Output a verbatim copy of the data, cut off after the line that contains "position:absolute; left:2268px; top:21px;".

== Segment start ==

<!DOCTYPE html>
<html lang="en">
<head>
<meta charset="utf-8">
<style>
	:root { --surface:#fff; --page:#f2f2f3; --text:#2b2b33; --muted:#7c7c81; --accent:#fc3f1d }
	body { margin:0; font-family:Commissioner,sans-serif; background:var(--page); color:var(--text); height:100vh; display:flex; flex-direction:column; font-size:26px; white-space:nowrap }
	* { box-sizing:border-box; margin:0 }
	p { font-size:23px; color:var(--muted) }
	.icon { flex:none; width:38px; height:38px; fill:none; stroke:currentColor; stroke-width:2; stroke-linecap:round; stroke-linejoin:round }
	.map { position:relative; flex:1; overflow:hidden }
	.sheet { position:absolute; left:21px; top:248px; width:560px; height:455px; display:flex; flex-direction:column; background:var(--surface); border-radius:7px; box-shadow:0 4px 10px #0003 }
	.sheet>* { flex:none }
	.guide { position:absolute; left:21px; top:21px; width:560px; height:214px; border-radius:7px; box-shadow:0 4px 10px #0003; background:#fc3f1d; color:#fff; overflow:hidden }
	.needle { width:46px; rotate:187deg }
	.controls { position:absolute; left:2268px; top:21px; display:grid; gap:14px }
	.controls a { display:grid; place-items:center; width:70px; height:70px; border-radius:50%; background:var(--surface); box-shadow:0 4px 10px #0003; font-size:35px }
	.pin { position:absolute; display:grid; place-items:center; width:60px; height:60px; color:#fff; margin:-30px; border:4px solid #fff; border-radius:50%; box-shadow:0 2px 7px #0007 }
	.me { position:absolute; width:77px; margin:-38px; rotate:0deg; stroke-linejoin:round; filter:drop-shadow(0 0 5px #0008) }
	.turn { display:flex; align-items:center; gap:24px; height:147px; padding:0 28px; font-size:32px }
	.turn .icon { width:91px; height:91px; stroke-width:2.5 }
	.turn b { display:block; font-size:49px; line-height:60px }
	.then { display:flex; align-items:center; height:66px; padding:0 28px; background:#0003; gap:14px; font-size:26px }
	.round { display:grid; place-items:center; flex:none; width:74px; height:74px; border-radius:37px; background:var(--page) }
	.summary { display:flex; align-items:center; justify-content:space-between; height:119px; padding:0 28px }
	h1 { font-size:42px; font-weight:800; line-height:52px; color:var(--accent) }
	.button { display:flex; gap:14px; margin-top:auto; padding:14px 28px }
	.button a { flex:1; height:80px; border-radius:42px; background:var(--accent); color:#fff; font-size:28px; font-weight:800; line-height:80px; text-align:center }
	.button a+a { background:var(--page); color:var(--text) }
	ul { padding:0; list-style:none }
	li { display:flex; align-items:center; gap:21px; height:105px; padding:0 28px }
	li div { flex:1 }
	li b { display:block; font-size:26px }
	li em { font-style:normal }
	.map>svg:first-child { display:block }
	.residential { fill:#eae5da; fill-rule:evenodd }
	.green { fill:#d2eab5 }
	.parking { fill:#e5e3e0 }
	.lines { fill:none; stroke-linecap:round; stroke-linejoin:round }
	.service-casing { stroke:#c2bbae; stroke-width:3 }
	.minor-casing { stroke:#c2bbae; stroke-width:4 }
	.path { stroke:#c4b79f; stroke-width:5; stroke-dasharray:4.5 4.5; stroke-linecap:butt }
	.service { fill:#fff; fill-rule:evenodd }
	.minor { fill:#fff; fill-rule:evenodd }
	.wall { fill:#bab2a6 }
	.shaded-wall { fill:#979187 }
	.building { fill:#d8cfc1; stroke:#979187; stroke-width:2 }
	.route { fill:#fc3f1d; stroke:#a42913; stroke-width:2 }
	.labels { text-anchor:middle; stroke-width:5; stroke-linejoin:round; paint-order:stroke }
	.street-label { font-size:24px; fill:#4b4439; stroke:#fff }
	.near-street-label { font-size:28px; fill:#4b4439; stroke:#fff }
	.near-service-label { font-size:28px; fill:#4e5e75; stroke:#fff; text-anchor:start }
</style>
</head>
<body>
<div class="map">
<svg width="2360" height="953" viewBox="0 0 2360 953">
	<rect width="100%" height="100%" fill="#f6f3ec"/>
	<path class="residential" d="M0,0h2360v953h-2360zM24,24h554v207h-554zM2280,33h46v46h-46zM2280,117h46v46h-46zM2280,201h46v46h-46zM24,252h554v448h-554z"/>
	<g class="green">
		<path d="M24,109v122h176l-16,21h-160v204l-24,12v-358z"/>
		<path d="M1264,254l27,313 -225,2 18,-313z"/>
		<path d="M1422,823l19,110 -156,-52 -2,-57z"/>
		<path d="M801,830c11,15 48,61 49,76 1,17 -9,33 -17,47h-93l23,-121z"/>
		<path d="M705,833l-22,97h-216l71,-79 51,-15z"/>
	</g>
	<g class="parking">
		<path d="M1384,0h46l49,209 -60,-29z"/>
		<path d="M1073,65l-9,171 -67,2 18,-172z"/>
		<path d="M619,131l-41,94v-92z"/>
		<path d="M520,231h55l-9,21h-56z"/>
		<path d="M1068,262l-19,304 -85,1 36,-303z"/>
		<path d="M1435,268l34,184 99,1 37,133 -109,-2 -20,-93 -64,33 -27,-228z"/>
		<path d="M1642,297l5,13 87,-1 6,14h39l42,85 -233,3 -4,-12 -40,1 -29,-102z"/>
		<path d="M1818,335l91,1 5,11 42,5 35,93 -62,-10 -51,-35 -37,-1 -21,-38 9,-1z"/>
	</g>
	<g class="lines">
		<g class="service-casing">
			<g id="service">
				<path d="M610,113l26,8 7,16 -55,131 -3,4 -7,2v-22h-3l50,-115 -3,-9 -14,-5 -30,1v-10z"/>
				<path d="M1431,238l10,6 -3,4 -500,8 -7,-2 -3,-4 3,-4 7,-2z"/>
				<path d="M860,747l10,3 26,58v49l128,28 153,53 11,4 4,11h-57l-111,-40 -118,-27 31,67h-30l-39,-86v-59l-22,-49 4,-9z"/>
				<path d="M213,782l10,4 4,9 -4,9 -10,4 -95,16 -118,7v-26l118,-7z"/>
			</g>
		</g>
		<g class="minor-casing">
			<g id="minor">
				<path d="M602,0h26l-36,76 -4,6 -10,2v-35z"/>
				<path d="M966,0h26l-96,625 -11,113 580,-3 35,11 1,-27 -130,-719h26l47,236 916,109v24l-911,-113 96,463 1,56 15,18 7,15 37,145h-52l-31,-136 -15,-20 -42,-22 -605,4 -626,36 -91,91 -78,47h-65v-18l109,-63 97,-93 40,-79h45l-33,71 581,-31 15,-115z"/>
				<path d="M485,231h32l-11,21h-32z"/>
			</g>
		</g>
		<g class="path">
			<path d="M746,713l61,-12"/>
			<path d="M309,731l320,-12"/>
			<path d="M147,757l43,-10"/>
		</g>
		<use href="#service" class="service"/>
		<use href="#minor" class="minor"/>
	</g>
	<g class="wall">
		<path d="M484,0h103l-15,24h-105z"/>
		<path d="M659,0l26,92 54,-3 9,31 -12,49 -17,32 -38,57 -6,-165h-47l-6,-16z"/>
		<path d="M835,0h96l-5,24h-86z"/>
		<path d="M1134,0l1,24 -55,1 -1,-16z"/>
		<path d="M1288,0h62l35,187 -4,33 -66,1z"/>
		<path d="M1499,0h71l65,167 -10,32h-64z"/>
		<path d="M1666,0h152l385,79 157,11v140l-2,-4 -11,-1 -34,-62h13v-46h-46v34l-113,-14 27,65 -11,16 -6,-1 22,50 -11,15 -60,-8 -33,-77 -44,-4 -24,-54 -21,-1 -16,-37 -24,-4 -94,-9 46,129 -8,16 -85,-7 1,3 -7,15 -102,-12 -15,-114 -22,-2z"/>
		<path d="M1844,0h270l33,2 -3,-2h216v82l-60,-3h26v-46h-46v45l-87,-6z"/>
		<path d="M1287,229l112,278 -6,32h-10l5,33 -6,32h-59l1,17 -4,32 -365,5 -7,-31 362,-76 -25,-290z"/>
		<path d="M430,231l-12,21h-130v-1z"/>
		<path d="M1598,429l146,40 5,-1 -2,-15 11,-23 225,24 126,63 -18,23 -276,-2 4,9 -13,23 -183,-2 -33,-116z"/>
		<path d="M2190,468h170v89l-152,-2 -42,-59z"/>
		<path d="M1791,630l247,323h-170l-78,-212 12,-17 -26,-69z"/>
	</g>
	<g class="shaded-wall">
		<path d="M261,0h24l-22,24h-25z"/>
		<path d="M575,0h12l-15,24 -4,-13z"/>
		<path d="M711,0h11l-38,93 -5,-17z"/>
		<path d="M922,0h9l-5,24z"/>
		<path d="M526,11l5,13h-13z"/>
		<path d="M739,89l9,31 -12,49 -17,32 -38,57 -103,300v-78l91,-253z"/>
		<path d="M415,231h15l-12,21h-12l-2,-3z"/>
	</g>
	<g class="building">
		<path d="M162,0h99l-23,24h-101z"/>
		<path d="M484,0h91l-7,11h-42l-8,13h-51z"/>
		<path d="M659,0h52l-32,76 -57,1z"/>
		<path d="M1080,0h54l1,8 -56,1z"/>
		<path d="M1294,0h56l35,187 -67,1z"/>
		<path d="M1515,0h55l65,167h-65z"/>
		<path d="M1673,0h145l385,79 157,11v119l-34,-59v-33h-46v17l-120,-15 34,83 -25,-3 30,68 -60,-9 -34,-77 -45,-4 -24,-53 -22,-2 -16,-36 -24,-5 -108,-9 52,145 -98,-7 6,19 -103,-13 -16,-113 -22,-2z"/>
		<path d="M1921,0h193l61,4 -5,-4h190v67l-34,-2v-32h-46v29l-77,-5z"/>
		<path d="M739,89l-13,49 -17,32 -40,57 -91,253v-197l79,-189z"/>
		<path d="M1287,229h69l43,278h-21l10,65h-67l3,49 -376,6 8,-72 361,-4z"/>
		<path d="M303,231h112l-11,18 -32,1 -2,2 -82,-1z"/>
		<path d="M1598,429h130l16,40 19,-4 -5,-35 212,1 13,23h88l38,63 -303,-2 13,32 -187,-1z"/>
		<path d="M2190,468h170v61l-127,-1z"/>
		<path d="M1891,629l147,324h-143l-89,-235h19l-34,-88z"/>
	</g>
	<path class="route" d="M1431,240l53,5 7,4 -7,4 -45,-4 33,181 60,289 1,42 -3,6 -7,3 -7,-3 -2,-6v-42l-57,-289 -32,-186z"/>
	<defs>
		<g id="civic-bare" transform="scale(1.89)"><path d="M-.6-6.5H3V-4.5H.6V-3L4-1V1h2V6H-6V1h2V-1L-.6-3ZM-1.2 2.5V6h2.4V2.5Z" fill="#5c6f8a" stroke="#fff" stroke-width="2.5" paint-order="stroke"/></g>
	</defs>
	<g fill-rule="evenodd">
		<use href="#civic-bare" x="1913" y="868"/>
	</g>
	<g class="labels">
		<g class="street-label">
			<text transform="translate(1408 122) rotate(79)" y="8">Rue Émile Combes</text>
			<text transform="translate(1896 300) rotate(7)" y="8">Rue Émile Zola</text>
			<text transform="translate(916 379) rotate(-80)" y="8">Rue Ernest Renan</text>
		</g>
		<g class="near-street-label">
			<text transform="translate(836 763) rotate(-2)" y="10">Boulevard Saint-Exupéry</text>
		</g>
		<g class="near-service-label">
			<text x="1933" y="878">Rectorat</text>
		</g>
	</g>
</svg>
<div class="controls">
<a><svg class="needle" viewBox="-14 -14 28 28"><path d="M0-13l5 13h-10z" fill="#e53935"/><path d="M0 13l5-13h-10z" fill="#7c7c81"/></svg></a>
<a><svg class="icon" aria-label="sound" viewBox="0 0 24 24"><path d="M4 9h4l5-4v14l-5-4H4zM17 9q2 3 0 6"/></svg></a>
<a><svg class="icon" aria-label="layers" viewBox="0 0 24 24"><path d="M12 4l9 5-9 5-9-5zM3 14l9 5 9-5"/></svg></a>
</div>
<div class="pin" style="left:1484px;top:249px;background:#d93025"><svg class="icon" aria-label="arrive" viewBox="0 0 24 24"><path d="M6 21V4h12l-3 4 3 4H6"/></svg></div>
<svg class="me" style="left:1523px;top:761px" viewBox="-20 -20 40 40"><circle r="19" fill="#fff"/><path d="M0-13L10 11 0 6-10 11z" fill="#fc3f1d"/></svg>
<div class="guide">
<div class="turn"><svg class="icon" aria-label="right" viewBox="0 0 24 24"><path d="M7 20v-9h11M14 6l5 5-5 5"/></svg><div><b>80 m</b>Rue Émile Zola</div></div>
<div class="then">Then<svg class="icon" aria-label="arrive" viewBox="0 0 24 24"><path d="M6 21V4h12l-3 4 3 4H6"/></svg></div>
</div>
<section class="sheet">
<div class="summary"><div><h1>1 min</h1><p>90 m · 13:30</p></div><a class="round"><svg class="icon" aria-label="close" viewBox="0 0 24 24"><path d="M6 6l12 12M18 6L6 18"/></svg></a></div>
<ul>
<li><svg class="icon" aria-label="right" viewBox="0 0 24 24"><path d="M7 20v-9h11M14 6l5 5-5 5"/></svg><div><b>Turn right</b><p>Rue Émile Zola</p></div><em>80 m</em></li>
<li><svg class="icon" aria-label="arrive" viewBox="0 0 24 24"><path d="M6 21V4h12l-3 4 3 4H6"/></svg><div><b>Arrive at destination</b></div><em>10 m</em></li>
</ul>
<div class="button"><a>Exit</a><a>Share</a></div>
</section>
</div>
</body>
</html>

== Segment end ==

» **Answer section**:
<!DOCTYPE html>
<html lang="en">
<head>
<meta charset="utf-8">
<style>
	:root { --surface:#fff; --page:#f2f2f3; --text:#2b2b33; --muted:#7c7c81; --accent:#fc3f1d }
	body { margin:0; font-family:Commissioner,sans-serif; background:var(--page); color:var(--text); height:100vh; display:flex; flex-direction:column; font-size:26px; white-space:nowrap }
	* { box-sizing:border-box; margin:0 }
	p { font-size:23px; color:var(--muted) }
	.icon { flex:none; width:38px; height:38px; fill:none; stroke:currentColor; stroke-width:2; stroke-linecap:round; stroke-linejoin:round }
	.map { position:relative; flex:1; overflow:hidden }
	.sheet { position:absolute; left:21px; top:248px; width:560px; height:455px; display:flex; flex-direction:column; background:var(--surface); border-radius:7px; box-shadow:0 4px 10px #0003 }
	.sheet>* { flex:none }
	.guide { position:absolute; left:21px; top:21px; width:560px; height:214px; border-radius:7px; box-shadow:0 4px 10px #0003; background:#fc3f1d; color:#fff; overflow:hidden }
	.needle { width:46px; rotate:187deg }
	.controls { position:absolute; left:2268px; top:21px; display:grid; gap:14px }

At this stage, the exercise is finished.